Print the listing below in full. Alter nothing.
Top of Source data
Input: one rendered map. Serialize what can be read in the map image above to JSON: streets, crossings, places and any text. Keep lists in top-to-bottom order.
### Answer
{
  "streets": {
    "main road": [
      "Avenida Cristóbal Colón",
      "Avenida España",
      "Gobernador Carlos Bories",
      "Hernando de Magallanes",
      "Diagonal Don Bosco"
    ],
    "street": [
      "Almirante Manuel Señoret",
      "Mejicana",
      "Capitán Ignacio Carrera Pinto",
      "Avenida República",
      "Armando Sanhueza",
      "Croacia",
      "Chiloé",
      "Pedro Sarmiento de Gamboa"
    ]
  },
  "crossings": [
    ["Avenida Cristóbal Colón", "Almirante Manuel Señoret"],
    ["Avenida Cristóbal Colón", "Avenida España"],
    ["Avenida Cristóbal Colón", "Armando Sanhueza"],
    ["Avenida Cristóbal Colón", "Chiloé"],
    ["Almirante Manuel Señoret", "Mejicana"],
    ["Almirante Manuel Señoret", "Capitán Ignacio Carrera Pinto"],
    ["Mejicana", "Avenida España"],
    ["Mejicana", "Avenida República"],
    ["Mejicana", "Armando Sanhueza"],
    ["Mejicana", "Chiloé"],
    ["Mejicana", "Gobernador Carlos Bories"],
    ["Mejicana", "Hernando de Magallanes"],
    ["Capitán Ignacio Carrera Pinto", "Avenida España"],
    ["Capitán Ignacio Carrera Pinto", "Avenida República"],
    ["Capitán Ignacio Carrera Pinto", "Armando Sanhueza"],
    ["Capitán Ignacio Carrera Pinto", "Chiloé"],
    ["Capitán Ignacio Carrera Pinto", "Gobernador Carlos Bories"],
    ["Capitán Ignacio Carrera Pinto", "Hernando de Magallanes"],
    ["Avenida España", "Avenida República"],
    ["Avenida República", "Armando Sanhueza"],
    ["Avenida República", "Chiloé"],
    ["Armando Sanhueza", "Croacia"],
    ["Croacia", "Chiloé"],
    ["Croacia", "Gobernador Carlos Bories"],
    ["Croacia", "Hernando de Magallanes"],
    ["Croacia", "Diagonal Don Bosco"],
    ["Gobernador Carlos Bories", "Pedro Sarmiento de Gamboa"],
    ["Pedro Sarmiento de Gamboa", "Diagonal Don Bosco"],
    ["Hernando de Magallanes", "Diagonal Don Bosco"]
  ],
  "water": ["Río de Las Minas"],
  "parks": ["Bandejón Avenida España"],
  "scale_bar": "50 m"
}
Bottom of Source data
_Solution to this task_
Input: one rendered map. Serialize what can be read in the map image above to JSON: streets, crossings, places and any text. Keep lists in top-to-bottom order.
### Answer
{
  "streets": {
    "main road": [
      "Avenida Cristóbal Colón",
      "Avenida España",
      "Gobernador Carlos Bories",
      "Hernando de Magallanes",
      "Diagonal Don Bosco"
    ],
    "street": [
      "Almirante Manuel Señoret",
      "Mejicana",
      "Capitán Ignacio Carrera Pinto",
      "Avenida República",
      "Armando Sanhueza",
      "Croacia",
      "Chiloé",
      "Pedro Sarmiento de Gamboa"
    ]
  },
  "crossings": [
    ["Avenida Cristóbal Colón", "Almirante Manuel Señoret"],
    ["Avenida Cristóbal Colón", "Avenida España"],
    ["Avenida Cristóbal Colón", "Armando Sanhueza"],
    ["Avenida Cristóbal Colón", "Chiloé"],
    ["Almirante Manuel Señoret", "Mejicana"],
    ["Almirante Manuel Señoret", "Capitán Ignacio Carrera Pinto"],
    ["Mejicana", "Avenida España"],
    ["Mejicana", "Avenida República"],
    ["Mejicana", "Armando Sanhueza"],
    ["Mejicana", "Chiloé"],
    ["Mejicana", "Gobernador Carlos Bories"],
    ["Mejicana", "Hernando de Magallanes"],
    ["Capitán Ignacio Carrera Pinto", "Avenida España"],
    ["Capitán Ignacio Carrera Pinto", "Avenida República"],
    ["Capitán Ignacio Carrera Pinto", "Armando Sanhueza"],
    ["Capitán Ignacio Carrera Pinto", "Chiloé"],
    ["Capitán Ignacio Carrera Pinto", "Gobernador Carlos Bories"],
    ["Capitán Ignacio Carrera Pinto", "Hernando de Magallanes"],
    ["Avenida España", "Avenida República"],
    ["Avenida República", "Armando Sanhueza"],
    ["Avenida República", "Chiloé"],
    ["Armando Sanhueza", "Croacia"],
    ["Croacia", "Chiloé"],
    ["Croacia", "Gobernador Carlos Bories"],
    ["Croacia", "Hernando de Magallanes"],
    ["Croacia", "Diagonal Don Bosco"],
    ["Gobernador Carlos Bories", "Pedro Sarmiento de Gamboa"],
    ["Pedro Sarmiento de Gamboa", "Diagonal Don Bosco"],
    ["Hernando de Magallanes", "Diagonal Don Bosco"]
  ],
  "water": ["Río de Las Minas"],
  "parks": ["Bandejón Avenida España"],
  "scale_bar": "50 m"
}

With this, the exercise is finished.